Our Time with The Mouse

In late March, we travelled to Lake Buena Vista, Florida, to spend a week with The Mouse – we went to Disney World. When I refer to we, I mean our family and extended family.  There were fourteen in our menagerie; four grandparents, two sets of parents and six children under the age of eight. It was a kid-fest extraordinaire.  It was not a quiet week.

We left behind the remnants of the flood. Major roads were still closed. Many areas along the Missouri River were still under water (and some still are in late August), and the clean-up had hardly started as our plane left the ground. We were lucky. A few more inches of rain just at the wrong time could have added to the inland waterway near our house in such a way that we would have taken water as well – and no Disney World for us.

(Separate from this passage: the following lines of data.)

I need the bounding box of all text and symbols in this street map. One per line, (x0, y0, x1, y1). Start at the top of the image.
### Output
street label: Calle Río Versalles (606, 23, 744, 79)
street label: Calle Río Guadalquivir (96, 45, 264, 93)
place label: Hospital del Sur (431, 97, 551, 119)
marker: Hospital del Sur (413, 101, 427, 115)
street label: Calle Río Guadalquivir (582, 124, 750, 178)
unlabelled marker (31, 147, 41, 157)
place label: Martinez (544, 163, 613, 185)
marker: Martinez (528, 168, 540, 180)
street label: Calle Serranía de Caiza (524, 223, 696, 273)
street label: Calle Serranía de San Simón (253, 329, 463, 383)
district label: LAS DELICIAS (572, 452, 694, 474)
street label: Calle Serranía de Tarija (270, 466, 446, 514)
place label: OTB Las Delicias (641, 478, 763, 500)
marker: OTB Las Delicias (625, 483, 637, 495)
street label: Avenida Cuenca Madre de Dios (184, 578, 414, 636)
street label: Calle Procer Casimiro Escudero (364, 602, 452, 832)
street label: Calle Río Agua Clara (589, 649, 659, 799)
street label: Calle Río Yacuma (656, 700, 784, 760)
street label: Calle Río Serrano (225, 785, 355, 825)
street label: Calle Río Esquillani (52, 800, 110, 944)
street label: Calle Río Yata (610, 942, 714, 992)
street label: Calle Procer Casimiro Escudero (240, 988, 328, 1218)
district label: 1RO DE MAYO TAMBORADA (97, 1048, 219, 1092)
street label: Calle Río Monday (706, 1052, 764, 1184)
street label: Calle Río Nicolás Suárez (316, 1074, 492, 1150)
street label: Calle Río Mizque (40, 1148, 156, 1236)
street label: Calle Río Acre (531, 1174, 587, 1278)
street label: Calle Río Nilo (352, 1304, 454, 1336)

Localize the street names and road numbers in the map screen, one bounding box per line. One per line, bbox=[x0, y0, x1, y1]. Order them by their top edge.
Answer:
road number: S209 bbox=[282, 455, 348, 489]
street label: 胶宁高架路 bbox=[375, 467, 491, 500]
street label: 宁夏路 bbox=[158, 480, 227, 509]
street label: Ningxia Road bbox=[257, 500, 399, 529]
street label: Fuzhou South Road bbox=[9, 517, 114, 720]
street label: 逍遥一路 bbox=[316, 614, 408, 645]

Just a few more observations about the flood before I return to Disney World.  This morning (August 24, 2019), Janet and I took a short drive to survey the residual flood damage just about five months after the Elkhorn and Platte Rivers reached their high-water marks. Our baseline for observation was the moment when the two rivers became one large, fast-moving and dangerous non-stop flow of water. The point of reference also included washed out bridges and highways, flooded farms and grazing fields, partially submerged homes and vehicles, trapped livestock, and the looks of bewilderment on the faces of people who could not believe that this had happened. Note the normal and flood images (right).

Today, the roadways have been mostly rebuilt, although areas along the Missouri River are still not back to “normal.” Some will never be normal again. Cattle and horses graze in fields that for the most part show no long-lasting effects of the flood. Home repairs for some continue, but there are no longer large piles of carpet, drywall, destroyed furniture and appliances, and other stuff stacked up in the front yards of those homes.  Businesses are back up and running, long after replacing damaged equipment and furniture. Most fields are planted (except those where a lot of sand was deposited). The crops, soybeans and feed corn for the most part, look excellent. We have had a mild, very few scorching days, summer and a good deal of rain. The combination of sun and water have resulted in a very rich cover, one that shows no obvious signs of the fast water that covered so much not so long ago.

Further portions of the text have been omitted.